EVEN as cold-war confrontation wanes in Europe, it appears to be flaring over Central America. President Bush is being lobbied to press hard for a cut-off of Soviet military aid to Nicaragua's Sandinistas and El Salvador's rebels during this weekend's t^ete-`a-t^ete off Malta. That is certainly appropriate, especially since Mr. Gorbachev has already pledged such a cut-off. But the US president shouldn't act on the assumption that Gorbachev holds the crucial strings in Central America - that the Ortegas and Castros and FMLN commanders necessarily dance to a Soviet tune.
Soviet influence with leftist regimes in the hemisphere is substantial. They depend on economic and military aid from Moscow. But their claim to legitimacy rests on their role as spearheads of popular revolution. The issues that bolster the Sandinistas and keep the Salvadoran guerrillas fighting are embedded in the social inequities and history of their societies. Pinching shut the long arms pipeline from Moscow will probably not mean a quick stop to the shooting. For one thing, both Cuba and Nicaragua have large stockpiles of weapons.

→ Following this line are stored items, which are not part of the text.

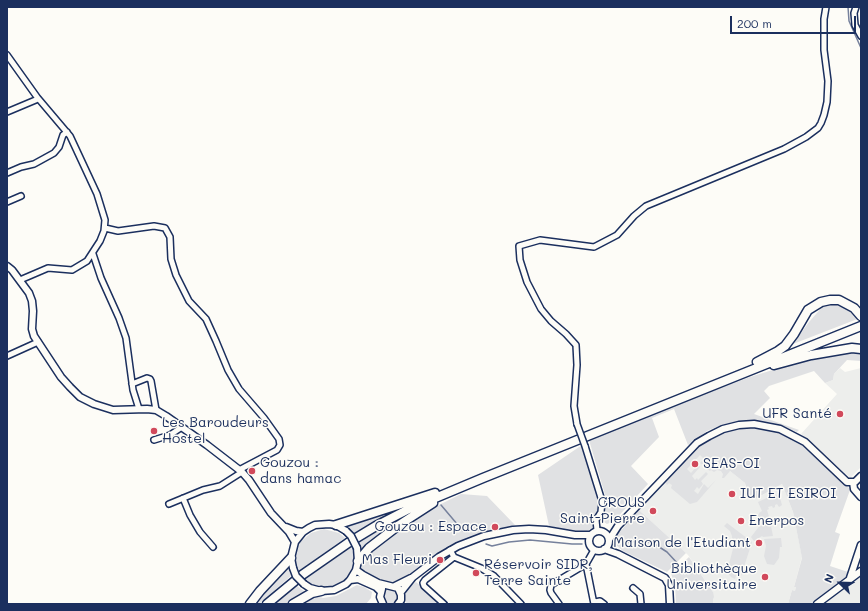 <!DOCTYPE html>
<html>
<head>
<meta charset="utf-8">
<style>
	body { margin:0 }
	#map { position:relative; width:868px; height:611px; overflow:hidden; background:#fdfcf7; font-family:Mali,sans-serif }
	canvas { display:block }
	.frame { position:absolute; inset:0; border:8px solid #1b2f5e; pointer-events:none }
	.north { position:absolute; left:820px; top:563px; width:40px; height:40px; -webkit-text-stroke:3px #fdfcf7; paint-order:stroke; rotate:293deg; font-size:11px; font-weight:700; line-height:16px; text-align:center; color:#1b2f5e }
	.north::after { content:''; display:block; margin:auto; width:14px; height:18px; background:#1b2f5e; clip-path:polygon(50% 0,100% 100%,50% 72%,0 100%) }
	.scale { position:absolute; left:730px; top:16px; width:126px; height:18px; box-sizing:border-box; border:2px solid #1b2f5e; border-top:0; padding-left:5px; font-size:12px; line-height:14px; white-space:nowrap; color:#1b2f5e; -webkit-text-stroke:3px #fdfcf7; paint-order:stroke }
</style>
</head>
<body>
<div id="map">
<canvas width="868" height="611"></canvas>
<div class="frame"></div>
<div class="north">N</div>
<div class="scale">200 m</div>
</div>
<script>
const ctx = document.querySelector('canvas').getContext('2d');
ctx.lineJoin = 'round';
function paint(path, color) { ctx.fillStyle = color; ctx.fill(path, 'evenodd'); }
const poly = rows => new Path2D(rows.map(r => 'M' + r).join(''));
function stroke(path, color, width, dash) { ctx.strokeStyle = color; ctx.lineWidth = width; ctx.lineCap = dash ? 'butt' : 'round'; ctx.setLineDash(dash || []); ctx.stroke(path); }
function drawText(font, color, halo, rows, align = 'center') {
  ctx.font = font + ' Mali,sans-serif'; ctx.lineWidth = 3; ctx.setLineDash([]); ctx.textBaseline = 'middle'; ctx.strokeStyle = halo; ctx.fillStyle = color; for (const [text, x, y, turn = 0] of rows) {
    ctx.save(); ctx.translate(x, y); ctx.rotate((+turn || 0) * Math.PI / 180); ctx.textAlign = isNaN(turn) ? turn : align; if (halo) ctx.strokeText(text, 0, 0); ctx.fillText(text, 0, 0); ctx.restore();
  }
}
paint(poly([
	[840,368,845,372,861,368,861,467,850,478,801,434,837,394,825,383,833,380,834,374],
	[698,445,745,483,745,486,755,499,782,484,793,512,802,557,794,587,796,587,795,591,792,590,788,604,713,604,713,592,688,555,638,509],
	[861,575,861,604,821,604,850,582]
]), '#edeeec');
paint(poly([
	[839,301,860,318,793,344,809,322,824,305],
	[852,352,861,353,861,361,847,360,834,374,833,380,825,383,814,371,769,386,764,391,770,398,754,414,799,430,797,432,781,425,768,422,738,421,721,425,707,431,688,445,674,409,652,418,659,437,631,466,648,484,614,521,607,524,602,521,601,518,606,505,606,498,589,440,673,406,750,377,805,360],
	[739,428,766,429,779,432,791,438,802,445,842,483,852,490,850,490,835,532,840,534,830,566,848,572,847,576,810,604,788,604,792,590,795,591,796,587,794,587,802,558,793,512,782,484,755,499,747,492,745,483,730,471,724,478,722,478,723,474,721,471,717,470,714,472,711,470,710,471,706,468,710,465,707,461,703,465,700,463,704,459,700,455,687,469,691,473,698,465,700,467,692,476,695,480,697,478,698,480,706,472,708,474,701,481,703,484,699,489,697,487,694,491,698,494,704,484,708,488,716,480,697,502,690,504,671,488,672,485,669,483,667,485,664,481,698,445,711,438,723,432],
	[582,445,599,499,599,508,592,528,587,532,582,532,573,531,549,526,538,475],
	[461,494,487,496,515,525,479,535,431,560,407,578,396,582,385,582,380,580,364,572,362,570,361,565,364,556,401,528,429,510],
	[775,494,780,498,782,505,779,507,777,504,775,505,775,507,773,508,772,506,768,507,769,509,767,510,770,520,767,521,768,526,771,526,773,536,763,537,762,536,754,541,751,537,761,524,757,521,757,516,759,514,759,513,762,511,758,502],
	[395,510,354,533,347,526,363,521],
	[639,510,686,553,667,572,623,551,616,545,615,538,617,535],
	[414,511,361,552,359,542],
	[727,523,752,542,741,576,736,576,735,579,731,577,724,568,728,568,735,541,732,542,732,536,730,531,724,526],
	[324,529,339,533,345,538,299,571,295,558,295,553,299,543,311,533],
	[781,538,782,547,780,547,779,558,774,565,767,564,764,556,766,546,764,539],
	[351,547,354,555,353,567,350,573,342,582,337,586,326,588,314,586,305,579],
	[689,557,713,592,714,597,713,599,713,604,676,604,675,584,671,574],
	[288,565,292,575,259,604,253,604],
	[416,582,442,604,407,604,404,598,407,589],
	[296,585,305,592,289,604,274,604],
	[357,585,364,587,372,592,371,598,366,604,299,604,313,595,323,598,336,596],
	'383 596a8 8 0 1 1 16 0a8 8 0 1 1-16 0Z'
]), '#e0e1e3');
stroke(poly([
	[848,7,849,21,861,48],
	[441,505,463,531],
	[615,543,644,541,653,543,667,552,679,565],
	[486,544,492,546,509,542,530,540,572,544,582,544]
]), '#76819c', 1.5);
const minor = poly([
	[856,7,854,13,855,25,861,36],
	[7,55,37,97,70,136,97,194,105,220,104,231,100,241,87,261,72,270,48,268,20,280],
	[7,112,38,99],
	[7,173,21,167,34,164,54,153,59,147,63,135,67,132],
	[7,202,21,196],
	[105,228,118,231,154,226,165,228,170,237,171,259,176,275,189,301,206,319,216,341,228,370,239,389,264,418,279,439,280,445,277,450,239,470],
	[93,254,101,278,119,318,126,338,133,390,139,409],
	[7,356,38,342],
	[132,384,147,378,150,379,151,381,156,410],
	[577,424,574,406,577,365,576,345,566,334,551,321,541,309,527,282,520,260,519,246,540,240,594,247,617,235,634,216,646,206,784,149,806,137,818,128,821,123,824,115,827,102,828,81,824,50,824,19,826,7],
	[154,440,170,435,182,427],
	[585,446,602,501,601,512,596,520,597,530],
	[183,498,190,515,200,532,213,547],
	[169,504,203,490,220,486,242,472],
	[450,550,454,557,481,568,494,576,521,604],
	[633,588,640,594,641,604],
	[595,602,600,601,604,604],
	[444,604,424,586,423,583,425,580,454,557],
	[559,604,551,593,550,590,551,585,586,564],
	[594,604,586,564,594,550]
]);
const tertiary = poly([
	[7,266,12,270,29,293,32,301,33,311,32,329,34,336,61,377,70,387,80,397,94,404,113,410,147,409,156,410,166,416,207,445,242,472,249,480,271,513,289,532,295,542],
	[853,482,854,489,861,497],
	[286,527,296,531,303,532],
	'589 541a10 10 0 1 1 20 0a10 10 0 1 1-20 0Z',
	[609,540,618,526,697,443,709,436,723,429,739,425,754,424,780,429,805,442,847,482,855,482,861,476],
	[604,549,618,554,665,578,669,585,670,604],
	[293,568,291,558,295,542,303,532,309,528,315,525,329,524,336,525,346,531],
	[356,570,363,575,378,583,398,588,401,595,401,600,398,604],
	[850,578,861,545],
	[350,580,358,579,376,587,381,592],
	[304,584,310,588,321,591,334,590,346,584,350,580,356,570,358,561,357,548],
	[395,586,411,578],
	[382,589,380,597,383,604],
	[401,592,413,577,439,557,458,546,484,536,513,530,529,529,546,530,575,535,590,535],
	[817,604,861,571]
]);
const primary = poly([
	[757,362,778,351,785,346,794,334,808,310,821,302,830,300,839,300,854,308,861,316],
	[774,365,811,355,852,348,861,349],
	[336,525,435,493],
	[358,561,369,548,399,525,433,503],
	[250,604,260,591,291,558],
	[267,604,302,575,348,543,376,526,409,509,483,478,861,326],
	[293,604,312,593,321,591]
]);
stroke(minor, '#1b2f5e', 8);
stroke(tertiary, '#1b2f5e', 9);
stroke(primary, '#1b2f5e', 11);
stroke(minor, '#fdfcf7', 5);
stroke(tertiary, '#fdfcf7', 6);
stroke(primary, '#fdfcf7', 8);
const minorBridge = poly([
	[577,424,585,446]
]);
const tertiaryBridge = poly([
	[346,531,351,536,357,548],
	[293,568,296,576,304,584]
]);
stroke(minorBridge, '#1b2f5e', 8, []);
stroke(tertiaryBridge, '#1b2f5e', 9, []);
stroke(minorBridge, '#fdfcf7', 5);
stroke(tertiaryBridge, '#fdfcf7', 6);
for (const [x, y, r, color] of [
	[840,414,4,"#d1495b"],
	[154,431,4,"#d1495b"],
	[695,464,4,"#d1495b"],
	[252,471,4,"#d1495b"],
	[732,494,4,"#d1495b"],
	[653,511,4,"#d1495b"],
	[741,521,4,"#d1495b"],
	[495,527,4,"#d1495b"],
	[759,543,4,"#d1495b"],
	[440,560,4,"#d1495b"],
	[476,573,4,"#d1495b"],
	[765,577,4,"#d1495b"]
]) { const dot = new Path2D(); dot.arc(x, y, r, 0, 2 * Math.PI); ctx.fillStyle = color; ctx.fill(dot); stroke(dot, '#fdfcf7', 1.5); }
drawText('14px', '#1b2f5e', '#fdfcf7', [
	["UFR Santé",832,414],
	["Les Baroudeurs",162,423,"left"],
	["Hostel",162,439,"left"],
	["Gouzou :",260,463,"left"],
	["dans hamac",260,479,"left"],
	["SEAS-OI",703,464,"left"],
	["IUT ET ESIROI",740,494,"left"],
	["CROUS",645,503],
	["Saint-Pierre",645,519],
	["Enerpos",749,521,"left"],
	["Gouzou : Espace",487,527],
	["Maison de l'Etudiant",751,543],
	["Mas Fleuri",432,560],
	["Réservoir SIDR,",484,565,"left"],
	["Terre Sainte",484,581,"left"],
	["Bibliothèque",757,569],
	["Universitaire",757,585]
], 'right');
</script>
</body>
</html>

Still, more decisive Soviet action to stop the arms flow could be a useful ingredient in the region's preparation for peace. Another, equally important ingredient would be US agreement to reduce concurrently its own militarization of the region.

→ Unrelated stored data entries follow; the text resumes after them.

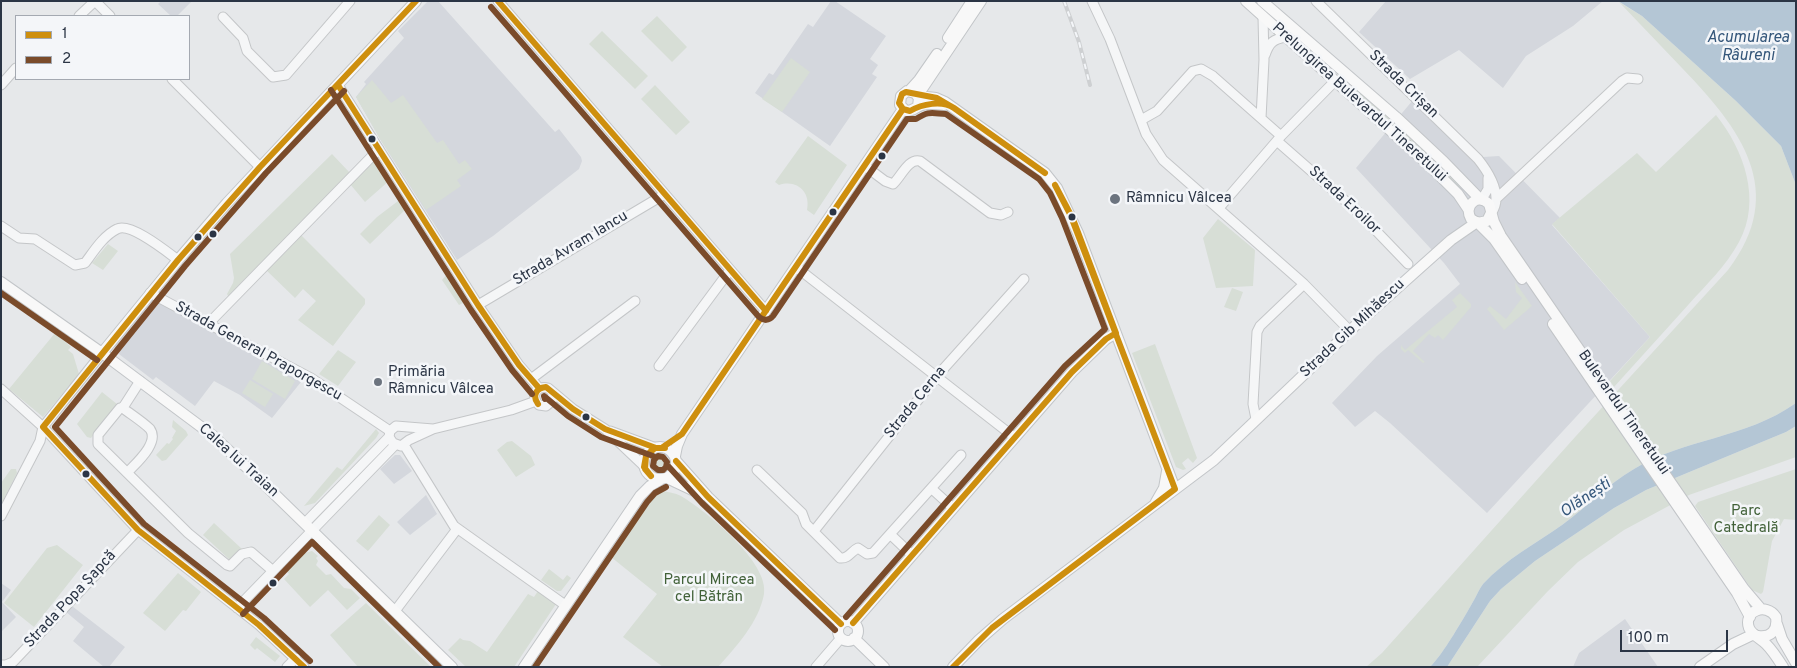 <!DOCTYPE html>
<html>
<head>
<meta charset="utf-8">
<style>
	body { margin:0 }
	#map { position:relative; width:1797px; height:668px; overflow:hidden; background:#e6e8ea; font-family:Overpass,sans-serif }
	canvas { display:block }
	.frame { position:absolute; inset:0; border:2px solid #2b3545; pointer-events:none }
	.legend { position:absolute; left:15px; top:15px; width:175px; height:65px; box-sizing:border-box; background:#f4f6f9; border:1px solid #a4a9b1; margin:0; padding:6px 9px; list-style:none; font-size:15px; color:#2b3545 }
	.legend li { display:flex; align-items:center; gap:10px; height:25px }
	.legend b { width:25px; border:1px solid #a4a9b1 }
	.scale { position:absolute; left:1620px; top:630px; width:108px; height:22px; box-sizing:border-box; border:2px solid #2b3545; border-top:0; padding-left:6px; font-size:15px; line-height:18px; white-space:nowrap; color:#2b3545; -webkit-text-stroke:4px #f4f6f9; paint-order:stroke }
</style>
</head>
<body>
<div id="map">
<canvas width="1797" height="668"></canvas>
<div class="frame"></div>
<ul class="legend">
<li><b style="height:6px;background:#ce8f0e"></b>1</li>
<li><b style="height:6px;background:#7a4b2a"></b>2</li>
</ul>
<div class="scale">100 m</div>
</div>
<script>
const ctx = document.querySelector('canvas').getContext('2d');
ctx.lineJoin = 'round';
function fill(path, color) { ctx.fillStyle = color; ctx.fill(path, 'evenodd'); }
function strokePath(path, color, width, dash) { ctx.strokeStyle = color; ctx.lineWidth = width; ctx.lineCap = dash ? 'butt' : 'round'; ctx.setLineDash(dash || []); ctx.stroke(path); }
function drawText(font, color, halo, rows, align = 'center') {
  ctx.font = font + ' Overpass,sans-serif'; ctx.lineWidth = 5; ctx.setLineDash([]); ctx.textBaseline = 'middle'; ctx.strokeStyle = halo; ctx.fillStyle = color; for (const [text, x, y, turn = 0] of rows) {
    ctx.save(); ctx.translate(x, y); ctx.rotate((+turn || 0) * Math.PI / 180); ctx.textAlign = isNaN(turn) ? turn : align; if (halo) ctx.strokeText(text, 0, 0); ctx.fillText(text, 0, 0); ctx.restore();
  }
}
fill(new Path2D(`
	M161,1H192L177,16H171L158,4Z
	M428,1H438L555,132L559,129L581,157L582,161L579,169L493,236L457,260L380,139L356,97L366,84L364,82L404,38L398,31Z
	M831,1H835L886,36L870,59L878,65L872,74L877,77L830,146L755,93L769,73L773,75L808,24L813,27Z
	M1386,1H1603L1573,26L1526,56L1503,88L1459,50L1410,79L1359,32Z
	M1418,94L1483,157L1499,156L1560,218L1552,225L1650,337L1487,513L1390,423L1375,411L1355,427L1332,403L1377,356L1460,284L1444,263L1356,168Z
	M155,299L181,312L301,382L272,418L240,395L214,381L195,406L156,377L153,380L115,351L114,343L150,300Z
	M395,455H400L412,471L394,484L380,469Z
	M426,495L437,514L410,535L397,522Z
	M1,583L11,590L2,602L16,617L1,632Z
	M72,606L125,647L109,667H104L73,641L84,627L66,612Z
	M1625,619L1658,667H1573L1579,653Z`), '#d4d7dd');
fill(new Path2D(`
	M1619,2L1642,16L1736,101L1781,146L1796,185V403C1745,439 1685,438 1634,469C1608,484 1587,507 1562,525C1535,544 1506,559 1483,584C1479,589 1477,595 1474,600C1465,616 1442,656 1430,667H1366L1382,653L1576,436L1728,270C1789,191 1740,128 1682,68C1661,46 1640,24 1619,2Z
	M657,16L687,47L672,62L641,31Z
	M602,31L648,76L635,89L589,44Z
	M791,58L810,72L782,112L762,99Z
	M372,80L391,103L403,95L437,143L443,140L459,164L465,160L472,169L457,180L461,186L426,210L380,139L356,97Z
	M655,85L690,122L676,135L641,99Z
	M1355,87L1443,165L1462,186L1460,188L1440,168L1353,89Z
	M1716,115C1744,150 1762,200 1739,242C1726,266 1706,285 1689,304C1664,332 1639,359 1614,387L1610,381L1650,337L1552,224L1637,153L1656,172Z
	M808,136L847,165L814,215L807,210C811,192 797,179 779,185L775,182Z
	M332,154L350,173L228,296L227,294L233,283L234,278L230,254Z
	M374,160L378,161L390,180L365,202L350,184Z
	M402,198L408,207L370,244L360,234L377,217Z
	M1218,219L1255,250L1253,286L1216,288L1203,238Z
	M300,234L365,299V304L333,346L298,320L316,301L303,289L295,298L265,269Z
	M108,244L118,251L103,270L92,263Z
	M449,272L467,301L459,305L442,280Z
	M1515,282L1532,306L1504,330L1487,309L1490,306L1506,319L1522,298L1516,292Z
	M1232,288L1243,292L1236,311L1224,307Z
	M1460,293L1471,304V307L1443,340L1438,335L1435,338L1429,334L1413,351L1425,362L1423,363L1408,350L1405,353L1401,349V345L1405,350L1457,307L1452,300Z
	M55,333L71,347L68,350L73,354L79,374L43,417L9,389Z
	M1155,344L1197,458L1193,463L1188,458L1182,463L1186,469L1183,470L1176,467L1132,353Z
	M338,350L356,362L338,386L319,374Z
	M262,361L295,381L285,399L252,379Z
	M250,380L273,394L265,407L242,393Z
	M102,392L117,404L91,438L87,437L77,424Z
	M173,420L186,431L188,435L166,460L162,461L156,455L167,443L169,444L173,439L172,438L176,431L172,427Z
	M1796,426V457L1689,495L1624,530L1578,562L1548,591L1477,667H1447L1490,601L1501,589L1535,561L1614,508L1646,490L1786,432Z
	M376,429L379,433L376,438L315,503L304,506L337,467L342,470Z
	M512,441L531,456L535,465L516,477L497,450L507,442Z
	M651 463a9 9 0 1 1 18 0a9 9 0 1 1-18 0Z
	M11,469H16L17,473L1,505V483Z
	M1796,469V520L1784,519L1772,541L1763,592L1761,594L1752,590L1695,506L1698,502Z
	M662,491C668,492 675,493 681,496C705,510 770,563 764,594C759,622 736,647 718,667H663L623,637L657,594L611,557C623,535 639,501 662,491Z
	M379,515L390,525L368,551L356,541Z
	M214,523L242,549L231,561L203,535Z
	M57,545L83,565L34,627L4,603L47,548Z
	M312,551L318,556L316,558L318,561L316,565L326,575L331,574L344,588L351,589L360,598L347,610L328,590L310,607L284,579L289,574L285,570L301,554Z
	M549,569L563,580L567,575L571,578L561,591H557L541,580Z
	M178,573L201,592L186,611L183,610L165,631L143,613Z
	M538,591L556,604L514,667H466L448,650L460,638L463,640L470,641L487,652L528,594L534,597Z
	M366,603L431,667H358L330,635Z
	M256,637L280,656L275,662L257,648L255,650L250,645Z`), '#d7ded6');
fill(new Path2D(`
	M1618,1H1796V185L1781,146L1736,101L1642,16Z
	M1796,403V426L1786,432L1646,490L1614,508L1535,561L1501,589L1490,601L1447,667H1430C1442,656 1465,616 1474,600C1477,595 1479,589 1483,584C1506,559 1535,544 1562,525C1587,507 1608,484 1634,469C1685,438 1745,439 1796,403Z`), '#b4c6d5');
const minor = new Path2D(`
	M95,1L110,16
	M498,1L766,311
	M1092,1L1110,39L1146,134L1163,160L1304,284L1350,331
	M1316,1L1478,159C1489,173 1503,195 1492,212
	M79,16L95,1
	M223,17L243,38L247,51L273,77L286,75L350,1
	M1265,55C1269,43 1273,39 1286,37
	M172,79L260,167
	M1,85L16,68
	M338,85L478,305L519,365L539,388
	M1261,118L1264,60L1263,17
	M1141,120L1157,111L1193,71L1201,69L1213,76L1281,136
	M1277,141L1358,212L1408,264
	M865,166L885,181L893,184C901,177 908,158 920,161L990,213L1001,215L1008,212
	M1482,199L1488,189V178
	M1496,199L1622,81L1627,78L1638,79
	M1219,208L1281,136L1335,81
	M1,226L19,238L35,239L75,265L85,263C94,251 103,236 117,229C130,222 166,251 178,260
	M796,267L1014,437
	M150,293L311,378L390,431
	M478,305L665,194
	M208,324L379,149
	M659,366L730,270
	M531,379L635,301
	M1,389L43,427L138,530L259,625L304,667
	M553,393L552,401L546,406L539,405C530,396 536,385 548,388L573,409L605,429L644,466
	M120,408L98,435V444L188,533L227,565L230,566L242,554L251,552L273,571
	M1256,419L1253,404L1257,332L1260,326L1304,284
	M433,429L409,440L401,446L393,443L389,437L390,431L396,426L433,429L511,410L536,401
	M610,431L656,448
	M404,445L454,526L565,605
	M757,470L802,513L806,524L840,558C849,559 851,551 858,548L867,554L873,553L961,455
	M127,473C135,464 160,443 150,429C143,422 132,415 124,409V406L140,381
	M932,489L953,508
	M1,516L40,441L43,427L102,353
	M305,523L389,437
	M814,531L937,376L1024,279
	M891,535L912,555
	M237,608L395,445
	M395,611L457,529
	M1,665H6L13,662L138,530
	M287,667L296,658
	M816,667L841,638`);
const major = new Path2D(`
	M1246,1L1430,166L1458,194L1468,209
	M1262,1L1396,117L1444,162L1480,199
	M948,38L972,1
	M909,91L919,80L937,54
	M918,95L981,1
	M918,96L936,98L945,102L1045,173L1057,188L1078,233L1175,489
	M918,106L919,98L915,93L907,91L901,96L900,105L906,111C914,111 915,107 922,105C929,103 936,104 944,105
	M1491,213L1487,221L1478,223L1471,219C1463,205 1478,193 1489,204L1494,222L1501,236L1744,589L1761,609
	M1478,223L1494,239L1522,279
	M1,282L102,353L212,435L258,478L452,667
	M1553,324L1737,593L1750,617
	M102,353L178,260L227,203L416,1
	M644 463a16 16 0 1 1 32 0a16 16 0 1 1-32 0Z
	M675,456L677,446L682,434L903,109
	M676,461L708,497L841,624
	M667,478L703,495
	M1156,502L1164,488L1167,471
	M838 631a10 10 0 1 1 20 0a10 10 0 1 1-20 0Z
	M853,623L1072,372L1106,339L1116,333
	M1777,624L1782,639L1796,663
	M1758,636C1771,638 1778,630 1776,617C1766,602 1743,611 1749,628C1752,635 1761,639 1766,644C1773,651 1778,659 1783,667
	M854,638L884,667
	M524,667L640,496L650,486L662,479
	M953,667L979,640L1003,619L1214,460L1357,324L1451,240L1477,222
	M1700,667L1733,644L1754,634`);
strokePath(minor, '#c4c6c8', 11);
strokePath(major, '#c2c5c8', 12);
strokePath(minor, '#f5f6f7', 9);
strokePath(major, '#f8f8f8', 10);
const rail = new Path2D(`
	M1064,1L1079,42L1090,85`);
strokePath(rail, '#ced0d2', 4);
strokePath(rail, '#f4f6f9', 2, [5.5]);
strokePath(new Path2D(`
	M498,1L766,311
	M338,85L478,305L519,365L539,388
	M906,92L937,98L954,108C942,100 922,104 910,111L903,109L899,103L902,94Z
	M954,108L1045,173
	M954,108L1045,173
	M1055,185L1073,219L1116,333
	M538,404C532,396 536,388 546,387L573,409L605,429L656,448
	M663,447L682,434L903,109
	M676,461L708,497L841,624
	M651,476L644,467L646,456L654,448H665
	M651,476L645,469L646,456L655,448H665
	M853,623L1072,372L1106,339L1116,333
	M304,667L259,625L138,530L43,427L178,260L260,167L416,1
	M953,667L992,628L1175,489L1070,214L1055,185`), '#ce8f0e', 6);
strokePath(new Path2D(`
	M491,7L759,317C764,321 769,321 773,316L907,119H916C929,111 930,113 946,114L1039,179L1050,193L1062,218L1105,329L1065,366L846,617
	M331,90L471,310L512,370L532,394
	M1,293L97,360
	M545,399L544,396L568,416L601,437L653,456
	M669,467L702,503L835,630
	M663,470H658L653,466L654,460L658,456L663,457L667,462L666,467L664,469
	M243,614L312,542L439,667
	M310,661L264,618L144,524L55,427L185,266L266,173L344,91
	M535,667L647,502L655,493L666,487`), '#7a4b2a', 6);
for (const [x, y, r, color] of [
	[372,139,4.5,"#2b3545"],
	[882,156,4.5,"#2b3545"],
	[1115,199,6,"#6c747f"],
	[833,212,4.5,"#2b3545"],
	[1072,217,4.5,"#2b3545"],
	[213,234,4.5,"#2b3545"],
	[198,237,4.5,"#2b3545"],
	[378,382,5,"#6c747f"],
	[586,417,4.5,"#2b3545"],
	[86,474,4.5,"#2b3545"],
	[273,583,4.5,"#2b3545"]
]) { const dot = new Path2D(); dot.arc(x, y, r, 0, 2 * Math.PI); ctx.fillStyle = color; ctx.fill(dot); strokePath(dot, '#f4f6f9', 2); }
drawText('15px', '#2b3545', '#f4f6f9', [
	["Strada Crișan",1403,85,44],
	["Prelungirea Bulevardul Tineretului",1359,103,42],
	["Strada Eroilor",1344,201,43],
	["Strada Avram Iancu",571,249,-31],
	["Strada Gib Mihăescu",1353,329,-43],
	["Strada General Praporgescu",258,352,29],
	["Strada Cerna",916,403,-51],
	["Bulevardul Tineretului",1623,413,55],
	["Calea lui Traian",238,461,42],
	["Strada Popa Șapcă",71,600,-47]
]);
drawText('15px', '#2b3545', '#f4f6f9', [
	["Râmnicu Vâlcea",1126,199],
	["Primăria",388,373],
	["Râmnicu Vâlcea",388,390]
], 'left');
drawText('15px', '#416138', '#f4f6f9', [
	["Parc",1746,512],
	["Catedrală",1746,529],
	["Parcul Mircea",709,581],
	["cel Bătrân",709,598]
]);
drawText('italic 16px', '#34567a', '#f4f6f9', [
	["Acumularea",1748,39],
	["Râureni",1748,57],
	["Olănești",1586,499,-34]
]);
</script>
</body>
</html>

In El Salvador, certainly, the opposing sides appear as committed as ever to victory through violence - vows to ``get tough'' follow in the wake of assassinations and murders. Concerted pressures from the superpowers might help push combatants back from an ever-bloodier civil war.
A framework for Central American peace exists in the Arias peace plan, which outlines steps toward resolving the region's conflicts through political, rather than military, means. Central Americans themselves must take the lead in implementing the plan, but outsiders can help.
The coming election in Nicaragua will be a crucial test of this approach. Presidents Bush and Gorbachev should unite in using their influence to help insure the integrity of that election.